• **Dataset records**
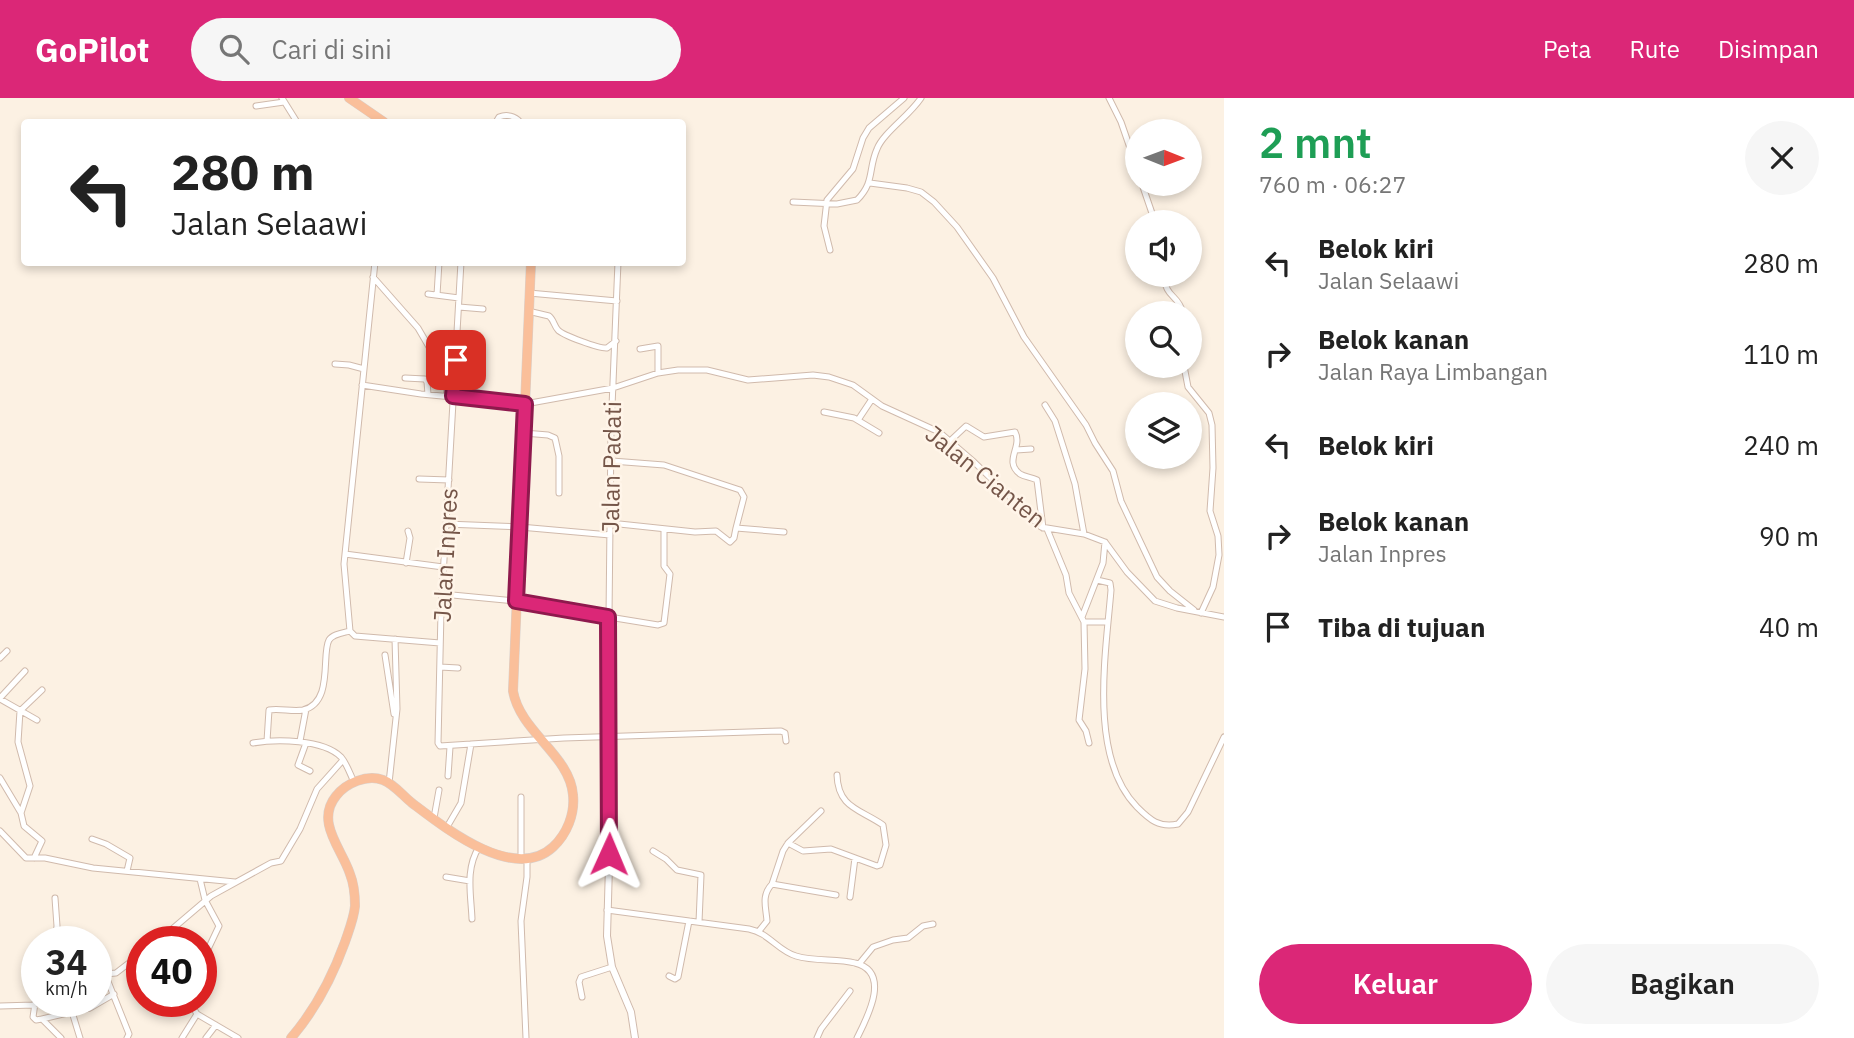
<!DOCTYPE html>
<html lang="id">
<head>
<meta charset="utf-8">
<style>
	body { margin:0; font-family:"IBM Plex Sans",sans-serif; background:#f6f6f6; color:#222; height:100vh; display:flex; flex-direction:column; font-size:26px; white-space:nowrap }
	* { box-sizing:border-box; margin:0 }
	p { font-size:23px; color:#767676 }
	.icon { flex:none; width:38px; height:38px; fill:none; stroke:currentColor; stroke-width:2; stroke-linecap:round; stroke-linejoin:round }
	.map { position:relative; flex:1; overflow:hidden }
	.side { display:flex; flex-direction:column; background:#fff; width:630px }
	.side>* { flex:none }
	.banner { position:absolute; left:21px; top:21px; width:665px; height:147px; border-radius:7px; box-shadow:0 4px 10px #0003; background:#fff; color:#222; overflow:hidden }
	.needle { width:46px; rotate:91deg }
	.buttons { position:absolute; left:1125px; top:21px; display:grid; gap:14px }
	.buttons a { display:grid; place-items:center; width:77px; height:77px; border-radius:50%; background:#fff; box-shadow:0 4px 10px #0003; font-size:35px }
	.speed { position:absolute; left:21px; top:828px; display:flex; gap:14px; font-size:35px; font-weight:700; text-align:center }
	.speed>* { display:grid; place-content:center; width:91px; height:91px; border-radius:50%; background:#fff; box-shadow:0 4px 10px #0003; line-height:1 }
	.speed small { font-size:18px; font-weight:400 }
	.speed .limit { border:10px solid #d22; background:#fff; color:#111 }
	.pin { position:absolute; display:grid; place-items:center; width:60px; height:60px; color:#fff; margin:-30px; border-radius:14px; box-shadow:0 4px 10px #0006 }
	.me { position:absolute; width:77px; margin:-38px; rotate:1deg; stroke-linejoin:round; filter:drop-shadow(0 0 5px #0008) }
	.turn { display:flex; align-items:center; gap:24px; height:147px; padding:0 35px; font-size:32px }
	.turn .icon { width:91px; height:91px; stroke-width:2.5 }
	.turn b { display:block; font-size:49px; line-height:60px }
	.round { display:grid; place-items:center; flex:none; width:74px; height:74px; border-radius:37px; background:#f6f6f6 }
	.headline { display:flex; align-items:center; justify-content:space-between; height:119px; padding:0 35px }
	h1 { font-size:42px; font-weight:600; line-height:52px; color:#1e9e55 }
	.primary-button { display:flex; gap:14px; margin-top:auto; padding:14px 35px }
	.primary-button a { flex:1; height:80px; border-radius:42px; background:#db2777; color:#fff; font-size:28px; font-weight:600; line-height:80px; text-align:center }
	.primary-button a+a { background:#f6f6f6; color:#222 }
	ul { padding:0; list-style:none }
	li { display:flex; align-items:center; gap:21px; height:91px; padding:0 35px }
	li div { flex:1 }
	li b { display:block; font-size:26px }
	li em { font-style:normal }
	header { display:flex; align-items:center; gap:42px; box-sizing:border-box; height:98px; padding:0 35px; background:#db2777; color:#fff }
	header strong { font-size:33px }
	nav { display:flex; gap:38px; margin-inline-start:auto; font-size:24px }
	.search { width:490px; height:63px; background:#f6f6f6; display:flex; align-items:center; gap:18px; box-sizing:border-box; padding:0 24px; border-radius:38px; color:#767676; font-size:26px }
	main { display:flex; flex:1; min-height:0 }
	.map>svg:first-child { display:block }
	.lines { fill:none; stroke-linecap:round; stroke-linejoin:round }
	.minor-casing { stroke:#d0baac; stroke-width:7 }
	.tertiary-casing { stroke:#d0baac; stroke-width:8 }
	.trunk-casing { stroke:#d8d0cc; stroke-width:10 }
	.minor { stroke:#fff; stroke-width:5 }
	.tertiary { stroke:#fff; stroke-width:6 }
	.trunk { stroke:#fabf9a; stroke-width:9 }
	.route-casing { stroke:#8e194d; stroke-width:18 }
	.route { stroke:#db2777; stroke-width:12 }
	.labels { text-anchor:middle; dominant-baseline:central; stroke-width:5; stroke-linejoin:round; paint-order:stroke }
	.street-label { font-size:24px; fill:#755649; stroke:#fff5e9 }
</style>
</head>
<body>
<header>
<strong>GoPilot</strong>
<div class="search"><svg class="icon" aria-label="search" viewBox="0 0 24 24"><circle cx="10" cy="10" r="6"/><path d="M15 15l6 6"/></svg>Cari di sini</div>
<nav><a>Peta</a><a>Rute</a><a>Disimpan</a></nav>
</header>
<main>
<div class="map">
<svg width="1224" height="940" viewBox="0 0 1224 940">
	<rect width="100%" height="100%" fill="#fcf1e3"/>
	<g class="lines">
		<g class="minor-casing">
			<path id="minor" d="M 282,0 L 297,24
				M 1109,0 L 1121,24 L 1138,73
				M 256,8 L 284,4
				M 496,24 L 499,19 C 507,16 515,18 520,24
				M 870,85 L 907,90 L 921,94 L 934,104 L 957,129 L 993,180 L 1024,239 L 1086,327 L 1095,345 L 1113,373 L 1121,403 L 1157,479 L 1170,493 L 1194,512
				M 1142,86 L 1155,124
				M 793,104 L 837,106 L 857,102 C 875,84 868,71 877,51 C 883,35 909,18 921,0
				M 830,152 L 824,128 L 827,102 L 853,71 L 863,40 L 869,30 L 904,0
				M 461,164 L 441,514 L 438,645 L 440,648 L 564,640 L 781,633 L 785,635 L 786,643
				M 618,164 L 611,333 L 609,519 L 658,527 L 664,525 L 670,476 L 664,468 L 664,431
				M 1164,177 C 1166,202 1177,194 1183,215
				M 373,179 L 418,230 L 446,278 L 447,297
				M 529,195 L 617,203
				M 428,196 L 459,200
				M 437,197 L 439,164
				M 459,209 L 483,211
				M 528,213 L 549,218 C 554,222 554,228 558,232 C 562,237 600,251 607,250 L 616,243
				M 640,251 L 658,248 L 658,275
				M 335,266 L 349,267 L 364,271
				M 1184,268 L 1188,289 L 1209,315 L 1212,327 L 1213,370 L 1210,413 L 1218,438 L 1219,457 L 1213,489 L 1201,515
				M 405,280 L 425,281 L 427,284 L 428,296
				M 362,287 L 421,296 L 525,306 L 613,290 L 658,275 L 678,272 L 707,272 L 748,282 L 813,277 L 829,279 L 853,287 L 882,308 L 939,334 L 974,364 L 1041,429 L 1084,436 L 1105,444 L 1127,474 L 1155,503 L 1177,510 L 1224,519
				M 1045,307 L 1055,323 L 1075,386 L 1084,436
				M 824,314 L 854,320 L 879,335
				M 858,322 L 872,301
				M 524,335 L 548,337 L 555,340 L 559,358 L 559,395
				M 950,343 L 966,328 L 984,339 L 1015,334 C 1023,349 1003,363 1020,376 C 1025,379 1031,379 1037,382 L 1043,430
				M 1016,352 L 1031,351
				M 612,363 L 664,367 L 740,392 L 744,399 L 736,430 L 784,434
				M 419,381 L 449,382
				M 610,425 L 695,434 L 716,433 L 730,444 L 734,440 L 736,430
				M 446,426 L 520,429 L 610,437
				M 1047,431 L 1066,477 L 1069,495 L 1084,524 L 1085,571 L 1079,622 L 1086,633 L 1089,645
				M 345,456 L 443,469
				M 406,465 L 410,440 L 408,433
				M 1097,482 L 1110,485 L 1111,492 C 1106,555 1088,659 1137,709 C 1150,722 1159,730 1178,726 L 1188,714 L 1224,639
				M 442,496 L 516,503
				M 1082,519 L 1103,465 L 1105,444
				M 1084,524 L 1107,524
				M 350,533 L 355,538 L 440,545
				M 385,557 L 394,616
				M 0,560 L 7,553
				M 440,569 L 458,570
				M 0,600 L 25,573
				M 0,601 L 37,622
				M 267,643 L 269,612 C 280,610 292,614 303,612 C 334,605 321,556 329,542 C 333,536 343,535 350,533 L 344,466 L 375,164
				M 300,643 L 306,611
				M 253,645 C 276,641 323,641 341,659 C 347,666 350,676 354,684
				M 306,645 L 298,667 L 310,673
				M 448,678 L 450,649
				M 0,680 L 21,715 L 24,728 L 42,743 L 34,760
				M 389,685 L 397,611 L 395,541
				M 21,715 L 30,688 L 18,644 L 20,613 L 42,592
				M 434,720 L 439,692
				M 447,729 L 461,705 L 471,646
				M 0,733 L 26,760 L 45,760 L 93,770 L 235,784
				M 92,741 L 106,746 L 130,760 L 127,773
				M 788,745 L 821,713
				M 653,753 L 666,761 L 677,772 L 701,777 L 699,824
				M 521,761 L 521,699
				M 446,779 L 470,783
				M 200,781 L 205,802 L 219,828 L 201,866
				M 772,786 L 783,753 L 788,745 L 803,753 L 831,751 L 877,768 L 880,767 L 886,747 L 883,727 C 860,711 838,710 837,677
				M 850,799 L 855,760
				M 607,812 L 749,831 C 769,835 778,853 796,858 C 816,864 837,860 855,865 C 892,874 867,920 857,940
				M 472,821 C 471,796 465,771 479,749
				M 759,833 L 767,823 C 766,809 761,798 772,786 L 836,797
				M 55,844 L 57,828 L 55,800
				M 157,844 L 211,798 L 271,765 L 281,763 L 300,731 L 317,691 L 343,662
				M 859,866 L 873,849 L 893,842 L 908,840 L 923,828 L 933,826
				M 105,876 L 129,936 L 127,940
				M 669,878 L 675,881 L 678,879 L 689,823
				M 96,880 L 105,876 L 116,875 L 142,855
				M 37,892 L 33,919 L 36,922 L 42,921
				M 582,899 L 579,884 L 581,879 L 612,869
				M 189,903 L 197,916 L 238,940
				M 0,908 L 34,907 L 44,903
				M 72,914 L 90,910 L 114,896
				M 61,940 L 42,921 L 72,914 L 80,940
				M 182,940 L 197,916
				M 206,940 L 216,927
				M 526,940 L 521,823 L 527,779 L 527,762
				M 817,940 L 821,931 L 850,893"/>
		</g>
		<g class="tertiary-casing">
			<path id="tertiary" d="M 516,503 L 609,519 L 610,732 L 607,838 L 612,869 L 631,914 L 635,940"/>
		</g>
		<g class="trunk-casing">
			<path id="trunk" d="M 349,0 L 384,24
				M 291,940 C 316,911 332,880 345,844 C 349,832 354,820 355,808 C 355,798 354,786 350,776 C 342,751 315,724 336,698 C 346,685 367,676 383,682 C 394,686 403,698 412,705 C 445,730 514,785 553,749 C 567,736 575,716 573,697 C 570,657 520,634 513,593 L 531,164"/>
		</g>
		<use href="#minor" class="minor"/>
		<use href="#tertiary" class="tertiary"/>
		<use href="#trunk" class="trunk"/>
	</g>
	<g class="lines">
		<g class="route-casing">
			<path id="route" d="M 456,262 L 453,298 L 525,306 L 516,503 L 608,519 L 609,756"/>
		</g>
		<use href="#route" class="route"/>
	</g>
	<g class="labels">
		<g class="street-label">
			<text transform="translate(611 369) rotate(-89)">Jalan Padati</text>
			<text transform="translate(986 378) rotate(39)">Jalan Cianten</text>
			<text transform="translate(445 457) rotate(-87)">Jalan Inpres</text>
		</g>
	</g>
</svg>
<div class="buttons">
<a><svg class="needle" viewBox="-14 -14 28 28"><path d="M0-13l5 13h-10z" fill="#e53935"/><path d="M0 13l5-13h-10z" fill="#767676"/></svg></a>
<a><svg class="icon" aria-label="sound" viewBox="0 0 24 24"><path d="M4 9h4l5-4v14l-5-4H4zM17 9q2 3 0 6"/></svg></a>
<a><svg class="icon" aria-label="search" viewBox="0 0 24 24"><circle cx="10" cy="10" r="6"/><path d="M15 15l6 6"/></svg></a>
<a><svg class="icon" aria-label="layers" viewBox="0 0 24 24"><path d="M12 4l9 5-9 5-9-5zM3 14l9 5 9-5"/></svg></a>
</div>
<div class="speed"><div>34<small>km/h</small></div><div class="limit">40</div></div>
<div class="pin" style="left:456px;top:262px;background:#d93025"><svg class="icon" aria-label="arrive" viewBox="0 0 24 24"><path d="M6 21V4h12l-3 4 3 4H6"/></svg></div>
<svg class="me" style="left:609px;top:756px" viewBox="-20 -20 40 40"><path d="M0-17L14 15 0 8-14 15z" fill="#db2777" stroke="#fff" stroke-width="4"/></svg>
<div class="banner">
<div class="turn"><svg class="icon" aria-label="left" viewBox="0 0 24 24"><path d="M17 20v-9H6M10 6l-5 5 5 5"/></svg><div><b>280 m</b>Jalan Selaawi</div></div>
</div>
</div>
<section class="side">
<div class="headline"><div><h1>2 mnt</h1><p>760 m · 06:27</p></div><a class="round"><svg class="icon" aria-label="close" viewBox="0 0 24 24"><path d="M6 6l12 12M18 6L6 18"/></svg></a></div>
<ul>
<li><svg class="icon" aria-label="left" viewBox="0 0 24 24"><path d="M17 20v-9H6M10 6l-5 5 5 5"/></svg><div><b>Belok kiri</b><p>Jalan Selaawi</p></div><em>280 m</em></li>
<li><svg class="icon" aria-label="right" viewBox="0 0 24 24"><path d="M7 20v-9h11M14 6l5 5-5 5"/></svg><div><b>Belok kanan</b><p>Jalan Raya Limbangan</p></div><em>110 m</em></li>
<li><svg class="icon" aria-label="left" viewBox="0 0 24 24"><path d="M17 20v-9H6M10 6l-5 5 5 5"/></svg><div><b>Belok kiri</b></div><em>240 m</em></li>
<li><svg class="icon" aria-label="right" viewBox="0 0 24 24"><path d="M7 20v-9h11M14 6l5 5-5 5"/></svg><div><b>Belok kanan</b><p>Jalan Inpres</p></div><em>90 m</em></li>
<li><svg class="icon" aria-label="arrive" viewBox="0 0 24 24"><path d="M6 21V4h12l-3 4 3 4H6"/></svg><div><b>Tiba di tujuan</b></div><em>40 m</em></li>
</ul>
<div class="primary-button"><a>Keluar</a><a>Bagikan</a></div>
</section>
</main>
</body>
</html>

• **Description of the task**
If a line in the records above contains the word "small", copy it.

• **Task result**
	.speed small { font-size:18px; font-weight:400 }
<div class="speed"><div>34<small>km/h</small></div><div class="limit">40</div></div>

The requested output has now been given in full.